Comment by gpm
7 years ago
This strikes me as a very weird document, it contains some good advice about keeping a detailed and accurate record. It links to a cool story about why this is important (http://www.ruf.rice.edu/~bioslabs/tools/notebook/ringerstory...).
Then separately it has the whole thing that reads like it's about a protocol to prove you aren't committing fraud. Except it's hard to imagine circumstances outside of undergraduate classes where anyone is going to read your notebook trying to convict you of committing fraud. It's also hard to see how this advice helps because it just makes fraud slightly harder, now instead of editing in place you have to edit by copying things over to a new notebook.
I was at LBNL while the element 118 crisis happened.

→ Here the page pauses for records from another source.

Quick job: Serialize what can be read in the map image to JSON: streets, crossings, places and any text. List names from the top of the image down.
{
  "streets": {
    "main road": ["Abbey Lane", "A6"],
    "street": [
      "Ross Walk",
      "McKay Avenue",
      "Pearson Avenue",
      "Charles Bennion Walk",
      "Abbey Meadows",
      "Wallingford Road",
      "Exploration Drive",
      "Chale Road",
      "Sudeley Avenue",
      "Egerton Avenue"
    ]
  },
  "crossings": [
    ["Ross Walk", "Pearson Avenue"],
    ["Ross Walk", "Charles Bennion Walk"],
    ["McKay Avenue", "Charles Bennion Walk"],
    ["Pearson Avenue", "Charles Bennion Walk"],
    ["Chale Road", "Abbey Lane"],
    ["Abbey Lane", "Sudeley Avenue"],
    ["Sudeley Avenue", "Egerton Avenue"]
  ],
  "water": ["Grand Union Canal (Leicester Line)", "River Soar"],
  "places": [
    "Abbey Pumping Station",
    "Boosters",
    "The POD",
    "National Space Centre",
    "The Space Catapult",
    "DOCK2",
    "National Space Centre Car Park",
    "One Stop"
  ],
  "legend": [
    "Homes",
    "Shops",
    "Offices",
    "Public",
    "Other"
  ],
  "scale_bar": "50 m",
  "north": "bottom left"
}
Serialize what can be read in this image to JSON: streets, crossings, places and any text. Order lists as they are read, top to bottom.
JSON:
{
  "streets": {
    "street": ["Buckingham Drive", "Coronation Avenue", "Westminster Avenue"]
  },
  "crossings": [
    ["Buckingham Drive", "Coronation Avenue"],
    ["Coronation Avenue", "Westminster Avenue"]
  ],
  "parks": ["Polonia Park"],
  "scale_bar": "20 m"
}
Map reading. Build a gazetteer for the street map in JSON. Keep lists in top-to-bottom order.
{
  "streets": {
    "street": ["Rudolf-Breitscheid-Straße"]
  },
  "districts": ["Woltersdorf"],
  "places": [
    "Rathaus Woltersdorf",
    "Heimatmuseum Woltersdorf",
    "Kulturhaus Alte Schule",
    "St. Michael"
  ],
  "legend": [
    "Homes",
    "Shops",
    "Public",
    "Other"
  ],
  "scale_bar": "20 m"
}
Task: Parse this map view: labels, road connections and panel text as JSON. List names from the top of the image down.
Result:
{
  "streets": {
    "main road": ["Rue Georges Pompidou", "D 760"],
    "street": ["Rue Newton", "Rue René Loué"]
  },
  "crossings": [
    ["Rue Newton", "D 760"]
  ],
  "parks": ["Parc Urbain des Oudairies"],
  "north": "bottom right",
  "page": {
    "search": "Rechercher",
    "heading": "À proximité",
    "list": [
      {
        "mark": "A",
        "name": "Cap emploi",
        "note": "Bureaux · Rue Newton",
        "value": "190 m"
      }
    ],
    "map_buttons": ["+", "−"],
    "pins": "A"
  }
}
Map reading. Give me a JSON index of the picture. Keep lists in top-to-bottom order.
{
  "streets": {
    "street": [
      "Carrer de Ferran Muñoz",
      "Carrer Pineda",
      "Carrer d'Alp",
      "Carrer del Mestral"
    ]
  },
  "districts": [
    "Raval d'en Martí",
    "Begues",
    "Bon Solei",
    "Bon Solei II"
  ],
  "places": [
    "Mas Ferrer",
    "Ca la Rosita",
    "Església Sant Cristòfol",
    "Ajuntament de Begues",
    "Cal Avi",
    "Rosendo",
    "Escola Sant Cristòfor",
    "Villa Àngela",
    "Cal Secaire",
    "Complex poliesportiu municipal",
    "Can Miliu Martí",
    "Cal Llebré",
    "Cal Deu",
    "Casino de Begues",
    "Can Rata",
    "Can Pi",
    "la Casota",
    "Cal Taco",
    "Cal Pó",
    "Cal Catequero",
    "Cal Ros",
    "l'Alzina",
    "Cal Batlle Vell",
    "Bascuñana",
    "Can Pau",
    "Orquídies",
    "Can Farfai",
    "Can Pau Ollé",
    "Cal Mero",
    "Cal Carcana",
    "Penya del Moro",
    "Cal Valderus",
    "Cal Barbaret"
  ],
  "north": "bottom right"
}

While ultimately it was figured out using VMS timestamps, well kept lab notebooks helped clear a lot of people from potential guilt.
Considering how bad the replication crisis is, if our society ever gets its shit together, many of these people should actually be convicted of fraud or at least removed from positions where they could commit further frauds.
Is there any good material to read about the forensics that went into the events surrounding the element 118 fraud? It sounds interesting.
Possible, but I doubt it would tell the actual story. I knew two of the coauthors in the Ninov paper (one of my closest friends) and two of the guys who did the computer forensics as it turned out, so I kind of had an inside view.
Anyway, use a paper notebook. It's worth the trouble for lots of reasons. Also use analog chart recorders if you can.
It's important to realize that lab notebooks (in professonal academic research labs) are quasi-legal documents with specific requirements, in that they must document every modification made to an experimental setup, and every measurement made. It's similar to a ship's log (I presume, not being in the shipping business). This is not about keeping a personal notebook, although there's nothing wrong with applying the rigorous standards of a lab notebook to personal notes. "Lab notebooks" in student lab courses are meant to familiarize students with the practices of genuine lab notebooks, but are obviously much less stringent.
plaigarism was egregiously rampant, in my undergrad experience. A handwritten report, experimental notebook, and pre-precis of intended manuscript was mandatory. The blatant xerox copy pasta that occurred, right down to the whiteout over the original authors PII and the toner banding was astonishing. There were several incidents were the entire assignment had to be redone by the entire class, with variations per individual, along with the stated expectation, that this was to be a solo effort. The instructors and the profs had to wrestle with this at personal expense under threat of having the entire year of subject disqualified, for everyone. Anti fraud mechanisms are important for undergrad as an enforcement of ethical habits, ive went through it first hand.
This is (or atleast historically was) important (or perceived to be) in industry labs to prove discovery for intellectual property purposes.
With the US patent system moving from “first to invent” (notebook timestamps become determining) to “first to file”, this is much less of an issue now (with reapect to IP provenance).
In the U.S. patent system, priority now goes to the first inventor to file. If Alice files before Bob, there's always the theoretical possibility that Alice derived her invention from Bob's invention and thereby wasn't really an inventor. In that situation, Bob might try to prove this, so as to be able to (re)claim priority and thereby be the one who is issued a patent instead of Alice. If Alice has a timestamped notebook, that can be powerful evidence of her independent development of the invention, which will help her fend off Bob's claim to priority.
(Much the same is true if Carol discloses confidential information to Dave under an NDA, and Dave realizes that his team had previously known the information and so the information shouldn't be subject to the NDA: If Dave's team has contemporaneous written records of their prior knowledge or independent development of the information, it can really help their case if Carol sues them for breach of the NDA.)